Art. 5.º Para os exames do segundo anno, tirarão os Estudantes ponto em todos os tres Compendios, que nelle se explicam: para os Actos de Bacharel, em logar do ponto de Historia Ecclesiastica, o tirarão no Compendio de Direito Commercial; e para os Actos de Formatura, além do ponto na Practica Judicial, o tirarão tambem nos Elementos d'Economia Politica, e no Compendio de Hermeneutica, principalmente na parte que dependem da analyse dos Textos de Direito para illustração dos preceitos desta Arte.

Art. 6.º Esta Lei só se porá em practica no principio do anno lectivo proximo seguinte, devendo desde já proceder-se a escolha, approvação, e se poder ser, publicação dos Compendios proprios para as Aulas novamente creadas, assim como á promoção dos Lentes Cathedraticos, e Substitutos, que as hão de reger.

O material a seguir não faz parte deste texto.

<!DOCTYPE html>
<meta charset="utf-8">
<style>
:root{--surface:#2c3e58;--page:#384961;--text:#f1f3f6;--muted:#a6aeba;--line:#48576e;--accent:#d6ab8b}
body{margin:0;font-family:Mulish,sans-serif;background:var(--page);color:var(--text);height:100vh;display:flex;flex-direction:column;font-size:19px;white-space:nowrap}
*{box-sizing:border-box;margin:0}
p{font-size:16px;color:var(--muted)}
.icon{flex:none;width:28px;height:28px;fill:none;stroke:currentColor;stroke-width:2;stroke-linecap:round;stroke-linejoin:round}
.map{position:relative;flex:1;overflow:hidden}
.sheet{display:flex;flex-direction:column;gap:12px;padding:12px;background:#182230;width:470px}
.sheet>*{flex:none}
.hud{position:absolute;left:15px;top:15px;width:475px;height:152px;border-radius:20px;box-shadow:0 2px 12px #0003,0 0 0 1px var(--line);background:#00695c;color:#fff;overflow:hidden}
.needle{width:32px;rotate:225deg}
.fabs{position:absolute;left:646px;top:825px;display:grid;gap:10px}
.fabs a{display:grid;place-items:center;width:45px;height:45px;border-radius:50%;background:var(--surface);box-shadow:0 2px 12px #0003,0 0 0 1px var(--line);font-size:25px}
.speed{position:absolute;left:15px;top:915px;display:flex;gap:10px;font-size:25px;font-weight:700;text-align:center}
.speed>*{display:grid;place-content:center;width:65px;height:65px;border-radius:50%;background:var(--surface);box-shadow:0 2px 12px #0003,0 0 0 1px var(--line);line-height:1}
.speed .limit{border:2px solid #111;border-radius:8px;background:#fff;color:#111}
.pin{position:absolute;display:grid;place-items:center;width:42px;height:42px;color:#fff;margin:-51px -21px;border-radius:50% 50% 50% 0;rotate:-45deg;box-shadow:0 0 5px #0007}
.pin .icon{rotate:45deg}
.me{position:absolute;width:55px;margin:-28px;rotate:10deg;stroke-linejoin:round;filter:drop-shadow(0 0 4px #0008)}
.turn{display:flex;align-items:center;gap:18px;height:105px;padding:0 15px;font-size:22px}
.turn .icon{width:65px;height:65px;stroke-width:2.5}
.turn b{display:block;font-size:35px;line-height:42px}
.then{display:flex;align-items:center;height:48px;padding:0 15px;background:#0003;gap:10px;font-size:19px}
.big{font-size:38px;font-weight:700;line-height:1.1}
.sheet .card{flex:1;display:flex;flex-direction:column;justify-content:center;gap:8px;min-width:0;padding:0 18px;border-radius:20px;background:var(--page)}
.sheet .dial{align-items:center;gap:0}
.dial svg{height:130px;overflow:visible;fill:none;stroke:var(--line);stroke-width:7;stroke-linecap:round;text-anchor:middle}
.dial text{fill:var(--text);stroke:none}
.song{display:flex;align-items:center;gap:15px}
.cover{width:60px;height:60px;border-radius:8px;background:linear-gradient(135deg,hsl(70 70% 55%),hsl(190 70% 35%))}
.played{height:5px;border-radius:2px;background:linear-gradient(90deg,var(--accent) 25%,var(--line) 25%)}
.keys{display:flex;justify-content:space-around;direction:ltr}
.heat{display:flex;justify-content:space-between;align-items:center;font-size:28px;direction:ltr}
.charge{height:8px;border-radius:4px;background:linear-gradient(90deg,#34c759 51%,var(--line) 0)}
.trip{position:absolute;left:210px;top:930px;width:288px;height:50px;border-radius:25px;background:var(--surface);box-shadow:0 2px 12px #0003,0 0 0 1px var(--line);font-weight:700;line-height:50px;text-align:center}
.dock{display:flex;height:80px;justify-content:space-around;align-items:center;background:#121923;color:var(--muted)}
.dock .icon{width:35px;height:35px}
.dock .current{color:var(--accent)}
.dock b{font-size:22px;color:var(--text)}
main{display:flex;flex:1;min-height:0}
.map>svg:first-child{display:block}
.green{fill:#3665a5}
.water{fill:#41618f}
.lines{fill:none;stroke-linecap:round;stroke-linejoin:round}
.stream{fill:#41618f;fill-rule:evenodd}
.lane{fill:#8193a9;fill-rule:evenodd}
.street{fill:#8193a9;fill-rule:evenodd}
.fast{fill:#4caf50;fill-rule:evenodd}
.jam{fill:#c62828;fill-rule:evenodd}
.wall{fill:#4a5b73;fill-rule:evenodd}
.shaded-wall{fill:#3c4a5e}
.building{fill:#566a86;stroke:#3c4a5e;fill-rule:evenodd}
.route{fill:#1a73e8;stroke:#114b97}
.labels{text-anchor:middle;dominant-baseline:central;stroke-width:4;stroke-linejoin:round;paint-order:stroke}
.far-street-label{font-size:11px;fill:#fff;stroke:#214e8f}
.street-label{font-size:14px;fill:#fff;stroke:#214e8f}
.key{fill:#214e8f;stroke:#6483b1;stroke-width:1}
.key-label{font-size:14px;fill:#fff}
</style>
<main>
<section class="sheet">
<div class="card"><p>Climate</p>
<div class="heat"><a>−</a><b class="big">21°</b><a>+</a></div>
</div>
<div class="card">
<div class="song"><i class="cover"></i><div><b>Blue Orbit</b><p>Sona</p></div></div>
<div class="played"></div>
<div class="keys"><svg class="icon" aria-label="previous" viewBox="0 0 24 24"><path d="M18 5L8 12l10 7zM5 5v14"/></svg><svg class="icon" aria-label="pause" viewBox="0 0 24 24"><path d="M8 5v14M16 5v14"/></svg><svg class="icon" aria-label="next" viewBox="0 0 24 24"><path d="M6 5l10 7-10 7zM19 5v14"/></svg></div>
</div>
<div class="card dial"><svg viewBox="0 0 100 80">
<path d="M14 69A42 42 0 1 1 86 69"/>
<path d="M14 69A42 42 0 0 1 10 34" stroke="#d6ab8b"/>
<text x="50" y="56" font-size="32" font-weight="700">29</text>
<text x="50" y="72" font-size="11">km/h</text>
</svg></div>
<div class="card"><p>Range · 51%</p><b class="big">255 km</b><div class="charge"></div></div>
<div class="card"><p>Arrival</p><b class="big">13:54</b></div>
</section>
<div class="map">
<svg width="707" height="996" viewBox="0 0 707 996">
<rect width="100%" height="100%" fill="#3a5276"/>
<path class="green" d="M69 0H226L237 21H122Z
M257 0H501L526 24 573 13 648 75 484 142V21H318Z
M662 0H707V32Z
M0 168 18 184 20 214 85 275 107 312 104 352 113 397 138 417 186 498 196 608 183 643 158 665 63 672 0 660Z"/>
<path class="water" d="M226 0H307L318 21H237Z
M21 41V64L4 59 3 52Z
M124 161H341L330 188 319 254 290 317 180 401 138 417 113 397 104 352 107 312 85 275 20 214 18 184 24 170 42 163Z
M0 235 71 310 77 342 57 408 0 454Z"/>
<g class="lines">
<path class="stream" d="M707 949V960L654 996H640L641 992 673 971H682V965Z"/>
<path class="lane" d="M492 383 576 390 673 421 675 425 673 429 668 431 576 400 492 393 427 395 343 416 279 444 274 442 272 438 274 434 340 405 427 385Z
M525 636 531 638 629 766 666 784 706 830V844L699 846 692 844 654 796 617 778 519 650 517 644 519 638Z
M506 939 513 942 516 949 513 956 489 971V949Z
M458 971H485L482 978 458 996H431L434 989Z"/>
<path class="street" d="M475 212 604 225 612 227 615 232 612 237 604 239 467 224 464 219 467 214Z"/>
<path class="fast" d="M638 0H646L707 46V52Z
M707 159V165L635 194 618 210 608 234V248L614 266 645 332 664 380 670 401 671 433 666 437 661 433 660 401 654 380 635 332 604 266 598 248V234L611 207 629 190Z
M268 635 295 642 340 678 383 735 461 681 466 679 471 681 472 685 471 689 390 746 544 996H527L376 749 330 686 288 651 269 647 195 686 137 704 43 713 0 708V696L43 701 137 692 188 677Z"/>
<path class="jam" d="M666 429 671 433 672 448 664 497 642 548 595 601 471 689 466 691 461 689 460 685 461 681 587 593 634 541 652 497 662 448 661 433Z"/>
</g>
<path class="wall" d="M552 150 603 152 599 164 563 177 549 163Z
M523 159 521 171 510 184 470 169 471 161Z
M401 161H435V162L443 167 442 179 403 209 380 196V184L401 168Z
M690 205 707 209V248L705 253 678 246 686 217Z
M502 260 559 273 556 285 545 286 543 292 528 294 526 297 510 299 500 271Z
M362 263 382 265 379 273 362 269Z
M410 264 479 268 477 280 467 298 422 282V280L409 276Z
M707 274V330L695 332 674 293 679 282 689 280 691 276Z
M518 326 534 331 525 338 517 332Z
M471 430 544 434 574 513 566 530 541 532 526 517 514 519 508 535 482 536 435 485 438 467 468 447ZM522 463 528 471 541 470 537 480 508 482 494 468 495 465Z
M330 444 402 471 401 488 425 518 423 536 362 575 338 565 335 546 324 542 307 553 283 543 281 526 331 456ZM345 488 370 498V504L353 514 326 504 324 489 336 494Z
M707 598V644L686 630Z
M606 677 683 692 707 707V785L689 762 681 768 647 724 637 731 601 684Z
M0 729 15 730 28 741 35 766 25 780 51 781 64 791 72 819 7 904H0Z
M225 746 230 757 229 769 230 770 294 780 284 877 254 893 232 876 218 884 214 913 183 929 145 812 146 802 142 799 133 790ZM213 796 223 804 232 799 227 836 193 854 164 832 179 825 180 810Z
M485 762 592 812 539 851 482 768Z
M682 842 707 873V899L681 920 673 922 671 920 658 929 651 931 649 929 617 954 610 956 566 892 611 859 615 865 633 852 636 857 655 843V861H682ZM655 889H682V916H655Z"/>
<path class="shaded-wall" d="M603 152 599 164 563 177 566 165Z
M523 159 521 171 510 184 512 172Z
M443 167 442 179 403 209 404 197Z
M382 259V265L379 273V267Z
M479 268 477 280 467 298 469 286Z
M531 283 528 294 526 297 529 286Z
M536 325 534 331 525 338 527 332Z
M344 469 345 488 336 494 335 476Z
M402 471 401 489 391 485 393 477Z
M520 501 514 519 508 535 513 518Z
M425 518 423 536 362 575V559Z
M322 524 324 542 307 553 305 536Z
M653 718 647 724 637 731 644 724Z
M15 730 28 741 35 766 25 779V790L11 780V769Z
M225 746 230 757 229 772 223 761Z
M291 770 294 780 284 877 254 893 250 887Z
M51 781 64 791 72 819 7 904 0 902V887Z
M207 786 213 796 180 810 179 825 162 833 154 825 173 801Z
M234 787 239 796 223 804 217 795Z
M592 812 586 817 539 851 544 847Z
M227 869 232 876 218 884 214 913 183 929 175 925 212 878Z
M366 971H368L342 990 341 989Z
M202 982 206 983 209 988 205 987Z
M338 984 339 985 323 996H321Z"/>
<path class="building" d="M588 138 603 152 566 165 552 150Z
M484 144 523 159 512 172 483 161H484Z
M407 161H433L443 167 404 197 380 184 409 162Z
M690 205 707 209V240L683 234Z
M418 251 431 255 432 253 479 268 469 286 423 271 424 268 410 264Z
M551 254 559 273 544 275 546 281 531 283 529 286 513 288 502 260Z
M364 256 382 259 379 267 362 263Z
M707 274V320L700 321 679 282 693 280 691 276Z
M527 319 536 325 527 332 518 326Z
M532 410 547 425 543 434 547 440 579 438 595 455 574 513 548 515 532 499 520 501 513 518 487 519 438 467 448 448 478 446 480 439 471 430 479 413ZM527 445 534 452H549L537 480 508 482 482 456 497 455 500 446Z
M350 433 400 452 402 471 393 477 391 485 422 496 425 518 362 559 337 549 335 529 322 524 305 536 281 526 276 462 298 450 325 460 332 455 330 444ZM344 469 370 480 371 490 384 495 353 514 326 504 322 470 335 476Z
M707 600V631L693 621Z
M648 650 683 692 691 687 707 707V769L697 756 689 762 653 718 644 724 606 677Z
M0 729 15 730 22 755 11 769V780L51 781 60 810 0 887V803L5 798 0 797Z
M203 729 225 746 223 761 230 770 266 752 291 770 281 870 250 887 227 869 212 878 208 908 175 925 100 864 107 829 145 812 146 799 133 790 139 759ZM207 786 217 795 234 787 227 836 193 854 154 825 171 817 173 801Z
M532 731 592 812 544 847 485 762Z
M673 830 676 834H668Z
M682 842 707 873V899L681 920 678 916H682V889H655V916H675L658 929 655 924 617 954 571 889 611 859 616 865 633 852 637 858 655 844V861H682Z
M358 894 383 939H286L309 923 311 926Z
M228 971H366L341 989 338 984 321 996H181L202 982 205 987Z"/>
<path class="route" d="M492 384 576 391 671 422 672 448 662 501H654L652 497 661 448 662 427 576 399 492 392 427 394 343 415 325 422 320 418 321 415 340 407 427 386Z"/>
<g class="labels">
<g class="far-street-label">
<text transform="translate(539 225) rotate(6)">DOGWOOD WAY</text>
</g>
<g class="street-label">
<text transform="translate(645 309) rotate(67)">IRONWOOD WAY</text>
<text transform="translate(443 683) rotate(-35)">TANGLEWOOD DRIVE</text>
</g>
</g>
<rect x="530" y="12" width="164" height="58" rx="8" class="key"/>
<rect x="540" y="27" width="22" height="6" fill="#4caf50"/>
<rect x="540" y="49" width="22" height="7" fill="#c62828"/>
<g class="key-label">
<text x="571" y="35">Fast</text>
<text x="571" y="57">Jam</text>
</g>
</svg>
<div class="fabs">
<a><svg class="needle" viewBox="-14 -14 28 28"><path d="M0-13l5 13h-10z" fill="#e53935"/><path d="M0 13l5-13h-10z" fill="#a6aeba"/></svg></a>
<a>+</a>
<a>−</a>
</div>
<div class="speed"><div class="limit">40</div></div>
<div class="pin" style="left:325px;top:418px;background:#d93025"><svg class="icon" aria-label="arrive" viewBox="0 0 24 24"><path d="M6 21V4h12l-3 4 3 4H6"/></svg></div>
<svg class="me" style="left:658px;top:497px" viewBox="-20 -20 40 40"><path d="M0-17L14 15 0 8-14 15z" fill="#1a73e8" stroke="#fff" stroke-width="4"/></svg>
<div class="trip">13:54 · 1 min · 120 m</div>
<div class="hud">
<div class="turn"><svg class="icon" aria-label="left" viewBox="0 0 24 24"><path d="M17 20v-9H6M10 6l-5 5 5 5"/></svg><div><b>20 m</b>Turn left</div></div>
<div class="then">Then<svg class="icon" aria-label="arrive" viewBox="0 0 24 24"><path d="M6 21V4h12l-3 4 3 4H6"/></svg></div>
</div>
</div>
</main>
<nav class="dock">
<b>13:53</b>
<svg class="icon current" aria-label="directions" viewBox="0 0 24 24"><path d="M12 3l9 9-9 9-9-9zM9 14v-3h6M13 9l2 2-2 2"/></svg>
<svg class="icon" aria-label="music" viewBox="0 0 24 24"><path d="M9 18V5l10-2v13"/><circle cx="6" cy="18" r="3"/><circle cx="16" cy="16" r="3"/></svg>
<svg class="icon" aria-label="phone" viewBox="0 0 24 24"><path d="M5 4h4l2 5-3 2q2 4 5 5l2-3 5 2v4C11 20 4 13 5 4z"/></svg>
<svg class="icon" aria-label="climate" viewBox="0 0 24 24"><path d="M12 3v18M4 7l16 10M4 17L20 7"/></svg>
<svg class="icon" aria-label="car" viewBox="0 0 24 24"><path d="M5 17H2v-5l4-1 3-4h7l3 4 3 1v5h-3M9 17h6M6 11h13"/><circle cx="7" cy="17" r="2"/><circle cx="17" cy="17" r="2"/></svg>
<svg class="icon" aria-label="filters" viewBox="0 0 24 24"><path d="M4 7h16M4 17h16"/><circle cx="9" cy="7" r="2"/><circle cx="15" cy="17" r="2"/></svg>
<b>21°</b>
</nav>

Art. 7.º Fica revogada toda a Legislação em contrario.

Palacio das Côrtes em 13 de Março de 1835. = O Par do Reino, Sarmento.

Foi admittida, e ficou reservada para segunda leitura.

O Sr. Gyrão: — Mando para a Mesa o Requerimento que me entregou o Marechal de Campo Sir John Milley Doyle. — Passou á Commissão de Petições.

O Sr. Vice-Presidente: — Acham-se nomeados para a Commissão Special encarregada de examinar a Proposição do Sr. Sarmento, para que se dirija a Sua Magestade uma respeitosa Mensagem, os Dignos Pares seguinte:

Os Srs. — Marquez de Valença.

de S. Paio.

Bispo Conde.

Conde de Lumiares.

Sarmento.

Passando-se á Ordem do Dia, continuou a discussão das Proposições sobre o modo de constituir a pronuncia nos Processos crimes, (Vide pag. 106) começando-se pelos seguintes artigos.

Art. 2.º (Da Camara Electiva.) O Juiz de Direito proporá ao Jury por escripto, e nos proprios Autos o quesito seguinte: = Ha, ou não ha motivo, para ser pronunciado criminoso, e judicialmente accusado do crime de que é arguido o Cidadão (Fuão) posto em custodia? = O Jury responderá diante do quesito = Sim = ou = Não.

Art. 2.º (Do Digno Par Trigoso.) Na audiencia dos Jurados de pronúncia, o Juiz de Direito lhe proporá por escripto, e nos proprios Autos, o seguinte quesito: «Ha, ou não ha motivo, para que a declaração feita acerca do Cidadão F., já posto em custodia, possa produzir o effeito da pronúncia?» Os Jurados responderão adiante do quesito «Sim» ou «Não» Segundo esta resposta fôr negativa, ou affirmativa, assim será o Cidadão posto em liberdade,

Página 155

(155)

ou conduzido da custodia á cadêa, e judicialmente accusado do crime, de que é arguido.

Art. 2.º (Do Digno Par Barradas.) Logo que o indiciado esteja seguro, o Juiz proporá ao Jury, por escripto nos proprios Autos, depois de ter feito a relação do seu contheudo, o seguinte quesito = Ha, ou não, motivo para subsistir o despacho, e ser o indiciado posto em custodia, pronunciado como criminoso, e judicialmente accusado do crime, de que é arguido? = O Jury responderá a este quesito = Sim = ou = Não = e conforme a resposta, o Juiz mandará pôr o indiciado em Liberdade, ou proseguir o Processo os seus termos, lavrando-se o assento de prisão em logar de custodia.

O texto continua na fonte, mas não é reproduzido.